Quem visita o castelo de Edinburgh tem a oportunidade de passar por uma sala na qual é possível ver as jóias da coroa em exibição. As fotos são proibidas, mas os visitantes podem ver um valiosíssimo cetro de 1494, uma reluzente coroa de 1540 e uma pedra. Um paralelepípedo de pedra tedioso, de 66cm x 42cm x 27cm, pesando cerca de 150kg, de um arenito enfadonho, com um anel de ferro em cada extremidade.
Eu não poderia me importar menos com jóias, mesmo que elas sejam mais velhas do que o Brasil, mas a história dessa pedra é o tipo de atração turística que mereceu minha atenção.
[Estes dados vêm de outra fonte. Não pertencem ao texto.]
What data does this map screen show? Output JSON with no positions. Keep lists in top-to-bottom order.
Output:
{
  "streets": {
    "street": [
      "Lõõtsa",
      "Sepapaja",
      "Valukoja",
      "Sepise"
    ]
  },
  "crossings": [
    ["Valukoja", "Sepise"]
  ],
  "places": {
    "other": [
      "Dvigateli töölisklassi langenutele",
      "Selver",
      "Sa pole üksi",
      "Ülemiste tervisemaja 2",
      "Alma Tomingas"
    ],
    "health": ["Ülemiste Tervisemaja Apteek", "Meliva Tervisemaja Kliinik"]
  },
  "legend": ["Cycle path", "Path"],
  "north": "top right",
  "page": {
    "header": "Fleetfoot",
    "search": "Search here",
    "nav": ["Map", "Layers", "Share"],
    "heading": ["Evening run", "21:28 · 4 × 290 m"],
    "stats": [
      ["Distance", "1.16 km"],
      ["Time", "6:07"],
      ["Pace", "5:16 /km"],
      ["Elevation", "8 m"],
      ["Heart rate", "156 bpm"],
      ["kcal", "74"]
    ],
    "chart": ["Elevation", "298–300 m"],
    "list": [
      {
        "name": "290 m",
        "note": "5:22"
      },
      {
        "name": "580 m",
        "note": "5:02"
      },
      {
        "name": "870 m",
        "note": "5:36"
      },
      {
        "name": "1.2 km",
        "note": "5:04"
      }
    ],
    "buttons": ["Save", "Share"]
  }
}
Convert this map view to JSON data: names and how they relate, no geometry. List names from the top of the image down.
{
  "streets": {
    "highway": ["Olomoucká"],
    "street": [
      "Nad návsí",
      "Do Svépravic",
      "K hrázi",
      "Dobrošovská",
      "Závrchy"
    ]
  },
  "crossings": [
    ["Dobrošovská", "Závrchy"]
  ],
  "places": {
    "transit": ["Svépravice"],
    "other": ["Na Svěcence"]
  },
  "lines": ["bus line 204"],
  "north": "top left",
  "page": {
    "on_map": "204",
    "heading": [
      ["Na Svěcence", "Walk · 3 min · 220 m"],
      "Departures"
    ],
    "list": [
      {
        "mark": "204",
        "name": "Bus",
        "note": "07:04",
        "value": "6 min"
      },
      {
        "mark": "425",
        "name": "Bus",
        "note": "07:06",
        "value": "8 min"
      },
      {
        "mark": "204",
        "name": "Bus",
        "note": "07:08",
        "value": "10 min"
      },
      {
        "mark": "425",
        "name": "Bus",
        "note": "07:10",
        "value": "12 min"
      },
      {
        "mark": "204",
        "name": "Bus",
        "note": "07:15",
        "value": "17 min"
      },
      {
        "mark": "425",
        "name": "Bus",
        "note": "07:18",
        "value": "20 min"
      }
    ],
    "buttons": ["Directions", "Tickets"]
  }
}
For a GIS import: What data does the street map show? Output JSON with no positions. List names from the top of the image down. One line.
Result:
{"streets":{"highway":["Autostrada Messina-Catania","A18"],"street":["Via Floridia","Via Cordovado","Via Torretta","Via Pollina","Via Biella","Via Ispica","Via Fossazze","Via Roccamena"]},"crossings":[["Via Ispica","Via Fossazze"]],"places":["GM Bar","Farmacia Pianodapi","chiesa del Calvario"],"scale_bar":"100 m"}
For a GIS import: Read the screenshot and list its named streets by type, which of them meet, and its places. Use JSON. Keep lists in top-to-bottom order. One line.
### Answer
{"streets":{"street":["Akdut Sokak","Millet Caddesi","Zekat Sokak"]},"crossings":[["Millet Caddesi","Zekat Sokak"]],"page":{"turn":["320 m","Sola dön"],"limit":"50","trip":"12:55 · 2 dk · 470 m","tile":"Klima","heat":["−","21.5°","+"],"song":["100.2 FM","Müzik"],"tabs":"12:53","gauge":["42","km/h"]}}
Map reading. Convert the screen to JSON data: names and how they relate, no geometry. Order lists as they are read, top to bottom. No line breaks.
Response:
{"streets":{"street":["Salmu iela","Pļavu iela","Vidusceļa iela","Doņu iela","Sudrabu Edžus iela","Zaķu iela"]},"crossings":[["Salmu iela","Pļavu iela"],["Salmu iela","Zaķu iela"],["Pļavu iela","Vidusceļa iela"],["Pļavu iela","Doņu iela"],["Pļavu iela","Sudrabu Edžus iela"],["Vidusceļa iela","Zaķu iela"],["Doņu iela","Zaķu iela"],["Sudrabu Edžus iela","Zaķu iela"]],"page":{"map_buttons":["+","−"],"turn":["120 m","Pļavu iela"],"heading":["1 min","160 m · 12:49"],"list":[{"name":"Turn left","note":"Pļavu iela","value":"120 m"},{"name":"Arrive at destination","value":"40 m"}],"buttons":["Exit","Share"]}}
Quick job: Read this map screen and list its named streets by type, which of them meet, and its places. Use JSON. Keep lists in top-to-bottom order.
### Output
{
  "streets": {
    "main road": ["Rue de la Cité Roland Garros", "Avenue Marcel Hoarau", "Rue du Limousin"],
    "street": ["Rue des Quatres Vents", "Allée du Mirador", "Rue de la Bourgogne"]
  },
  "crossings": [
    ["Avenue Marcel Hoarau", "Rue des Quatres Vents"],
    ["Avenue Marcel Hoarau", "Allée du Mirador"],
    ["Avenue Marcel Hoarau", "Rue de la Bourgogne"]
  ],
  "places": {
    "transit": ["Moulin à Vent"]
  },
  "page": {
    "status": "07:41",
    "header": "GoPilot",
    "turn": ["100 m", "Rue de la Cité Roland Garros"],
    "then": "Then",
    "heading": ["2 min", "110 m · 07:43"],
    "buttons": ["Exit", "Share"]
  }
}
A Pedra do Destino, também podendo ser chamada de Pedra da Coroação tem sua origem no século XIV: acreditava-se que ela tenha sido usada como travesseiro pelo profeta Jacó, que provavelmente sofria de torcicolos (sério que esse cara não conhecia plumas de ganso?). Ela foi usada nas cerimônias de coroação dos monarcas escoceses por séculos. Em 1296 o rei inglês Edward I invadiu a Escócia com a intenção de punir o rei escocês John Balliol, por sua recusa de ajudar o exército britânico nas batalhas contra a França. Após vencer a batalha de Dunbar, Edward I roubou a pedra que ficava na abadia de Scone – ela pode também ser conhecida como Pedra de Scone (é o nome dela em inglês). A abadia hoje tem uma réplica da pedra no lugar onde ela originalmente for roubada.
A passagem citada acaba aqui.